L’assessore Doria ha sottolineato che “durante l’intervento di ammodernamento, due macchinari rimarranno sempre in funzione, a differenza di quanto precedentemente indicato”. Grazie a una riorganizzazione, che prevede un allungamento degli orari delle sedute fino alle 23, si stima che il numero di prestazioni erogate dai due macchinari in funzione sarà leggermente inferiore a quelle effettuate in precedenza con quattro apparecchiature. A partire dal 15 ottobre, sarà in funzione la prima delle nuove apparecchiature, caratterizzate da “prestazioni elevate che consentono di ottenere gli stessi risultati in sole tre sedute anziché trenta, come avveniva con i vecchi macchinari”.
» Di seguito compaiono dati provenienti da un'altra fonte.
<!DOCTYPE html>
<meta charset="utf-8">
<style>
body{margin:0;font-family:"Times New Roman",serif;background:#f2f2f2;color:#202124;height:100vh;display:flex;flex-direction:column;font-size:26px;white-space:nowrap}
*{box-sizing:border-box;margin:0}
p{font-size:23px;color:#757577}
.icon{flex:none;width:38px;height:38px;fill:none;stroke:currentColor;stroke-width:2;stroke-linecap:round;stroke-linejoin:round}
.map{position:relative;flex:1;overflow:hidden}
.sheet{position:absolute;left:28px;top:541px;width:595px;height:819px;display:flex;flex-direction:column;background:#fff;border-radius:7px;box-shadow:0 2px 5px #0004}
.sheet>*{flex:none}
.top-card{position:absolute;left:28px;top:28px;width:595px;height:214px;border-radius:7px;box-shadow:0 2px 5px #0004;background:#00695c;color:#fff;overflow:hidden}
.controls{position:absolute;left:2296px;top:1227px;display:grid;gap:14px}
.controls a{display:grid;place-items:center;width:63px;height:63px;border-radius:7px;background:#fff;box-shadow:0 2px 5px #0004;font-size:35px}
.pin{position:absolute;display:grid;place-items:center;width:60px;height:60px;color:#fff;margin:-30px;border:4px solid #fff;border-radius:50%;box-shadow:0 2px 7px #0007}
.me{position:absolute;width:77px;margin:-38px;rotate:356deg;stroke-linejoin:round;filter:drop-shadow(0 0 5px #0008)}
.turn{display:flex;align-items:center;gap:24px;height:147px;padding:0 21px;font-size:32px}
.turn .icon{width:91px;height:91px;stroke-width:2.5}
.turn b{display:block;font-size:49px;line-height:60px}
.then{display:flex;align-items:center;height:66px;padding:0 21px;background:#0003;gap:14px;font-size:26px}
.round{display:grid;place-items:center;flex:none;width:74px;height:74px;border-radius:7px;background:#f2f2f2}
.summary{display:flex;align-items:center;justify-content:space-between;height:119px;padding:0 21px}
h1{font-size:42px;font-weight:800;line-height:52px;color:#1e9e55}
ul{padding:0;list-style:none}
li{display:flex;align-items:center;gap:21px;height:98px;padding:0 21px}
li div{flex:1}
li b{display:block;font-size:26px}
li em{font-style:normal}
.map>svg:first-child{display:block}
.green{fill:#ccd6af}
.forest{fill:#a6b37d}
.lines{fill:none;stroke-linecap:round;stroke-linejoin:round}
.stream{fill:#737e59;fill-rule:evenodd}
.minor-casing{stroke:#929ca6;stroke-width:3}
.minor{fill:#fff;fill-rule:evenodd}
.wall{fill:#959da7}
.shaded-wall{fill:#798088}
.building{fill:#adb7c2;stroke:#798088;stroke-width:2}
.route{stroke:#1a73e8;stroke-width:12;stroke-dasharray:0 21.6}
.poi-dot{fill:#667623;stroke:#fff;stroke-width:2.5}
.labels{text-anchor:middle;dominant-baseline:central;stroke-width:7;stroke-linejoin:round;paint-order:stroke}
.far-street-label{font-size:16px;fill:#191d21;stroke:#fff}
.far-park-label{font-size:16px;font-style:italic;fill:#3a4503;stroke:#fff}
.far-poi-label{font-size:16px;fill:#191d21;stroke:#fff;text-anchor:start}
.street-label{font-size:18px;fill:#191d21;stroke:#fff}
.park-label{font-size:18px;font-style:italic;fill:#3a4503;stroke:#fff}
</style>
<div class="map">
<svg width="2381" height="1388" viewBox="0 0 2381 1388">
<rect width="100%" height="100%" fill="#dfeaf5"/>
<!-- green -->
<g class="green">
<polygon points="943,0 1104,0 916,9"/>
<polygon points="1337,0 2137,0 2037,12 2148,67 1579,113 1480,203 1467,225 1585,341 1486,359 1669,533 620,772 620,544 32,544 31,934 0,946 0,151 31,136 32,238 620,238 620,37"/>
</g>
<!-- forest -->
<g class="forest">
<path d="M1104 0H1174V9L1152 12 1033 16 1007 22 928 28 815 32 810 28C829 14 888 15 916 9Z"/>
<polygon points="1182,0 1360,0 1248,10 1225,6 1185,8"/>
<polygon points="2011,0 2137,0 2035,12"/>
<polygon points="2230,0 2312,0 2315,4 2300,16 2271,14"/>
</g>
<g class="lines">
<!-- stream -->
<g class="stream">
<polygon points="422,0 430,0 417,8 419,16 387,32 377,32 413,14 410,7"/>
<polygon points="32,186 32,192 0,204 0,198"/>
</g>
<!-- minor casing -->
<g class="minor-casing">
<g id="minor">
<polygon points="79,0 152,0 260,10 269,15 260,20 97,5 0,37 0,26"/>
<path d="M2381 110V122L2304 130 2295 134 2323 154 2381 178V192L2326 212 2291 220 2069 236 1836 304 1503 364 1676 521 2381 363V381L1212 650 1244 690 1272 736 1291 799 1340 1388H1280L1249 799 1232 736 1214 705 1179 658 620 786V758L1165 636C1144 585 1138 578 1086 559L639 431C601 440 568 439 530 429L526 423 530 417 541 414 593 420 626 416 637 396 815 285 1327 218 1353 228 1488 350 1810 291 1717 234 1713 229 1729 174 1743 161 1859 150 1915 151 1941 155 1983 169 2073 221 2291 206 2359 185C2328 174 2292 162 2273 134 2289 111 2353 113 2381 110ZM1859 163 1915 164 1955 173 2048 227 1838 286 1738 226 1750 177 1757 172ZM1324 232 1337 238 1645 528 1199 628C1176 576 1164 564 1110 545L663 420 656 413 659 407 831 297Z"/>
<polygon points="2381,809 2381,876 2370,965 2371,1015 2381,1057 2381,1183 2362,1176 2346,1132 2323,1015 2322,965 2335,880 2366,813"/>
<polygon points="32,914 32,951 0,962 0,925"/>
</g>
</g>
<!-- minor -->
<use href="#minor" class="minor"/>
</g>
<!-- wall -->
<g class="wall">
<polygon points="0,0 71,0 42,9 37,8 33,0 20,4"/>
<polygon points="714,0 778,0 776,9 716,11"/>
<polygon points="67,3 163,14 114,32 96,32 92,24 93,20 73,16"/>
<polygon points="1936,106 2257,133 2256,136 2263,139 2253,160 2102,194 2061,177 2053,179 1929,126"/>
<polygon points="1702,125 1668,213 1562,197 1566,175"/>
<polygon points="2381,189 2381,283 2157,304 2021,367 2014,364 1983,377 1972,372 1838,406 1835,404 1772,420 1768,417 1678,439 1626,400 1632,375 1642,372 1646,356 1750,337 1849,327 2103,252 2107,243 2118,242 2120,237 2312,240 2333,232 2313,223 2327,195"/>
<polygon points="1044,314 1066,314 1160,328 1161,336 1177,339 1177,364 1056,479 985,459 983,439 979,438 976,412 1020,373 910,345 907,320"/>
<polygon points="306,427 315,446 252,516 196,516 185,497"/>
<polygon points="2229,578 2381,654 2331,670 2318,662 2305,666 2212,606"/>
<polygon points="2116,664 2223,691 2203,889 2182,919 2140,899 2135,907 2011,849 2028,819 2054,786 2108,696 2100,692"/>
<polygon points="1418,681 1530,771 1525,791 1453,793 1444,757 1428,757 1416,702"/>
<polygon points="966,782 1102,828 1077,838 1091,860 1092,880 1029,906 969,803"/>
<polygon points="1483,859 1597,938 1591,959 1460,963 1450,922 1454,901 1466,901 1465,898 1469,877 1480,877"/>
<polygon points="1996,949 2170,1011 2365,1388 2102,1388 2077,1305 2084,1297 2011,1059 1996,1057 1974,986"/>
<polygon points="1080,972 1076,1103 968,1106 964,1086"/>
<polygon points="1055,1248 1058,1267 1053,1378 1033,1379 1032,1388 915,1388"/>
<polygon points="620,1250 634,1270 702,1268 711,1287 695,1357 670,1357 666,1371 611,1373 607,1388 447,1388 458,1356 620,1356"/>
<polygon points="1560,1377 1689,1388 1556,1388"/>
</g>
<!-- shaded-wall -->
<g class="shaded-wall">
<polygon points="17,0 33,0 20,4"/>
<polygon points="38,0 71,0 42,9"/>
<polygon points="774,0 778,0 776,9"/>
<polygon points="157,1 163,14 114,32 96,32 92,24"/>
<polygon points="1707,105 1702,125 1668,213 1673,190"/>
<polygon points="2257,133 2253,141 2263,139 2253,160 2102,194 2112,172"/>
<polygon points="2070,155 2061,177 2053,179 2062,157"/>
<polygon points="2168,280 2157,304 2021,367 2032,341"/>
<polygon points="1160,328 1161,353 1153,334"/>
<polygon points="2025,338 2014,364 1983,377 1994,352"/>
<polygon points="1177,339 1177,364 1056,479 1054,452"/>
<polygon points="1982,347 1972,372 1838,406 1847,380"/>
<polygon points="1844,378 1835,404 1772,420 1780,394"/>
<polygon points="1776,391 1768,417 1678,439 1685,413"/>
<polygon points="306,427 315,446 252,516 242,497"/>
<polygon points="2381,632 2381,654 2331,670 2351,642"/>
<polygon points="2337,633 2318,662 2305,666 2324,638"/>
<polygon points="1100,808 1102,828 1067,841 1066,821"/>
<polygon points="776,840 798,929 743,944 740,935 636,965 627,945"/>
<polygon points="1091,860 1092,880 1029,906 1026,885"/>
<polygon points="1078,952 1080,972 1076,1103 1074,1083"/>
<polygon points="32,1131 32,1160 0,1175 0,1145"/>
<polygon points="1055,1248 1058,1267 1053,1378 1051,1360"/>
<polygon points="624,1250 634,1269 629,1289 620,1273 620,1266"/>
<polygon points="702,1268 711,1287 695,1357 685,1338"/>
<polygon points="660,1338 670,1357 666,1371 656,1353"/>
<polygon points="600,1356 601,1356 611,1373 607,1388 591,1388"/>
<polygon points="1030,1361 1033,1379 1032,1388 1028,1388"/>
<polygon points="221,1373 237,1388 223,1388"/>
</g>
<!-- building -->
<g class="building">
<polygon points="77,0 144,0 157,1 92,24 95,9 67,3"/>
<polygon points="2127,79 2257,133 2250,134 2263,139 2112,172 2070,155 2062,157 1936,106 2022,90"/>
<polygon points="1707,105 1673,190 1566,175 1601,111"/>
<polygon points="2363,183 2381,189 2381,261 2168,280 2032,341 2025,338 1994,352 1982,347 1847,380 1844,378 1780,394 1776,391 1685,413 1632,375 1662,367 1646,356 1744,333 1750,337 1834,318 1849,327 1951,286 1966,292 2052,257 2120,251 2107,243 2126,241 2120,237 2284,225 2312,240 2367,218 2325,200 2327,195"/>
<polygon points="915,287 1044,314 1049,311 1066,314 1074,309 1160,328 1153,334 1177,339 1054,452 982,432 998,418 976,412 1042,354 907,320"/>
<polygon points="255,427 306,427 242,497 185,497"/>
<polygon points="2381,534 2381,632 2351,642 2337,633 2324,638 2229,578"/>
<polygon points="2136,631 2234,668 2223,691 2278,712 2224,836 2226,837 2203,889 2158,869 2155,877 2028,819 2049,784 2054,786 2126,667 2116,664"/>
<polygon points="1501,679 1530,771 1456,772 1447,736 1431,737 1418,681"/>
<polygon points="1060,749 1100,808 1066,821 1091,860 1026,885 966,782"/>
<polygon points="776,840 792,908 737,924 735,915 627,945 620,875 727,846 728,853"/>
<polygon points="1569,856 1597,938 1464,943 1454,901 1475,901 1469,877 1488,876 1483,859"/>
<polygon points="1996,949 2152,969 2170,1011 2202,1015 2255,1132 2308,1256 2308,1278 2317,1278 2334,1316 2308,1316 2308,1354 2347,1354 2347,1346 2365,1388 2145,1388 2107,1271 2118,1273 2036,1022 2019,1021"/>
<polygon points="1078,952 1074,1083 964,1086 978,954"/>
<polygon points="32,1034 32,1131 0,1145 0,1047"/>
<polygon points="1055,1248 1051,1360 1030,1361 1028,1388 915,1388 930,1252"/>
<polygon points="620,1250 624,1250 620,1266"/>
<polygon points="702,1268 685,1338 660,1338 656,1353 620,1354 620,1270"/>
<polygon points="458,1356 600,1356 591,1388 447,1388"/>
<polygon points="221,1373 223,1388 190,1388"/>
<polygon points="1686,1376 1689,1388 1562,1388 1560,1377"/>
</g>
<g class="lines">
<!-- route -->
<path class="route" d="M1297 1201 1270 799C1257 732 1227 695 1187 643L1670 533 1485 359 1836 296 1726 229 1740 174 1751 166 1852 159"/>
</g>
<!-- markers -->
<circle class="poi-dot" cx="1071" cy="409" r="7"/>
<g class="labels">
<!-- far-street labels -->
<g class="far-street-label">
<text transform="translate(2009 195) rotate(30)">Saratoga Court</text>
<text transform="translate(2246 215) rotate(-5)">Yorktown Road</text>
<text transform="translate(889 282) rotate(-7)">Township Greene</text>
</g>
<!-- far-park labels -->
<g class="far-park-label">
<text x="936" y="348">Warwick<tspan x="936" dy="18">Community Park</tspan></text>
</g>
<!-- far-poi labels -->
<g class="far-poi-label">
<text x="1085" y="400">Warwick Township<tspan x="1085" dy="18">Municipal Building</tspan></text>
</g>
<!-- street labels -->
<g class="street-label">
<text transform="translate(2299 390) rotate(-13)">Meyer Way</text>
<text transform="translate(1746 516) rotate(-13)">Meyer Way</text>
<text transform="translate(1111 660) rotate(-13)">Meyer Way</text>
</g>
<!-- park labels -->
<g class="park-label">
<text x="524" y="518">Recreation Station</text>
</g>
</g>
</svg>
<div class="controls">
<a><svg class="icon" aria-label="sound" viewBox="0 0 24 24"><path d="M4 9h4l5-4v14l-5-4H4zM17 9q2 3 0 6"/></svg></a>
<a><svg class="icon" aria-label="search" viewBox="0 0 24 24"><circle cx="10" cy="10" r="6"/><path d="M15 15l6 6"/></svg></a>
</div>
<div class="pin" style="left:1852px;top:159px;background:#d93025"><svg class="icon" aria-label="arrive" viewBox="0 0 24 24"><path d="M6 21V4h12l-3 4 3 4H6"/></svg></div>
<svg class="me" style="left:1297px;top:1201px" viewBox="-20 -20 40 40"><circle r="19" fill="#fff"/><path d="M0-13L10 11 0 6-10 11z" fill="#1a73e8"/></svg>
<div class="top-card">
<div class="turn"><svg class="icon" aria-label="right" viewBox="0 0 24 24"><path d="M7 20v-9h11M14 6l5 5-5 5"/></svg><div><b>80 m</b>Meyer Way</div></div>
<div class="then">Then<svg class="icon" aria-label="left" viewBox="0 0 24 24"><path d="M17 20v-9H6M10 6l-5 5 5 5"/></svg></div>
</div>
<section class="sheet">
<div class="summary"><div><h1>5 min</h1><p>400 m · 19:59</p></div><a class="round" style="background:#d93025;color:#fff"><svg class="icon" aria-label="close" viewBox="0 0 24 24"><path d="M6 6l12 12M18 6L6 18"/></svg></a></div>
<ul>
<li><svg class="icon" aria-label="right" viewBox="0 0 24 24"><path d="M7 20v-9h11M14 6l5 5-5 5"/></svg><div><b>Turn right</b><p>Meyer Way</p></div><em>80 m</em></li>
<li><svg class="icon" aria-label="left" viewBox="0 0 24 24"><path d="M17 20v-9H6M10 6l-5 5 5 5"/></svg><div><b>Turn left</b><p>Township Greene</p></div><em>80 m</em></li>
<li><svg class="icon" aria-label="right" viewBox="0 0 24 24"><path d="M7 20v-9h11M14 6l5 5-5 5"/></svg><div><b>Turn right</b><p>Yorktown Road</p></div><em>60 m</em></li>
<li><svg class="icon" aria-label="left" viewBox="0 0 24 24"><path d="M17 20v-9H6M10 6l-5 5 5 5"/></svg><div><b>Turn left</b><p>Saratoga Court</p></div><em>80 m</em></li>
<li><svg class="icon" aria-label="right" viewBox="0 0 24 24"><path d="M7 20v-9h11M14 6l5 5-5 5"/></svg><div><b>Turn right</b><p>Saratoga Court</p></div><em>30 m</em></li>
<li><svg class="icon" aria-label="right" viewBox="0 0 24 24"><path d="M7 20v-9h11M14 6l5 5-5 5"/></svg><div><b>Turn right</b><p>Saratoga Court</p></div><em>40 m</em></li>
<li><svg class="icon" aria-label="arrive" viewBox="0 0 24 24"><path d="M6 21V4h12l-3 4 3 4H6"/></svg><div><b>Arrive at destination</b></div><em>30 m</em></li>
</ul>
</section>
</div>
L’ammodernamento in corso è considerato “necessario e non procrastinabile, poiché le vecchie radioterapie sono uscite fuori produzione e non sono più disponibili pezzi di ricambio”. L’obiettivo è mantenere tutti i trattamenti al Businco durante questo periodo di transizione, ma saranno messe in atto soluzioni alternative per rafforzare gli altri servizi oncologici presenti in Sardegna. “L’ammodernamento, finanziato con circa 20 milioni di euro dalle risorse del Cipe e del Pnrr con il cofinanziamento della Regione, porterà benefici significativi in termini di qualità delle cure e riduzione dei tempi di attesa”.